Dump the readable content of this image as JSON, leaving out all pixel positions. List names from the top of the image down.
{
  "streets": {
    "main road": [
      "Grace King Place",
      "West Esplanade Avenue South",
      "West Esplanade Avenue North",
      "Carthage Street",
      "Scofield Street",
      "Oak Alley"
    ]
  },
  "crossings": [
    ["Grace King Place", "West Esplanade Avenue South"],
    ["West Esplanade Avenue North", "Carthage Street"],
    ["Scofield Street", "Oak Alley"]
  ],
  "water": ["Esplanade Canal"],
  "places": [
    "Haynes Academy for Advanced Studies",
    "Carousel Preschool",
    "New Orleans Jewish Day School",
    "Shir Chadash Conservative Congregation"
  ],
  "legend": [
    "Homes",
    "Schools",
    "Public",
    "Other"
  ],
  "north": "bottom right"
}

--------------------

All of the records above should be transcribed exactly.

Answer section:
Dump the readable content of this image as JSON, leaving out all pixel positions. List names from the top of the image down.
{
  "streets": {
    "main road": [
      "Grace King Place",
      "West Esplanade Avenue South",
      "West Esplanade Avenue North",
      "Carthage Street",
      "Scofield Street",
      "Oak Alley"
    ]
  },
  "crossings": [
    ["Grace King Place", "West Esplanade Avenue South"],
    ["West Esplanade Avenue North", "Carthage Street"],
    ["Scofield Street", "Oak Alley"]
  ],
  "water": ["Esplanade Canal"],
  "places": [
    "Haynes Academy for Advanced Studies",
    "Carousel Preschool",
    "New Orleans Jewish Day School",
    "Shir Chadash Conservative Congregation"
  ],
  "legend": [
    "Homes",
    "Schools",
    "Public",
    "Other"
  ],
  "north": "bottom right"
}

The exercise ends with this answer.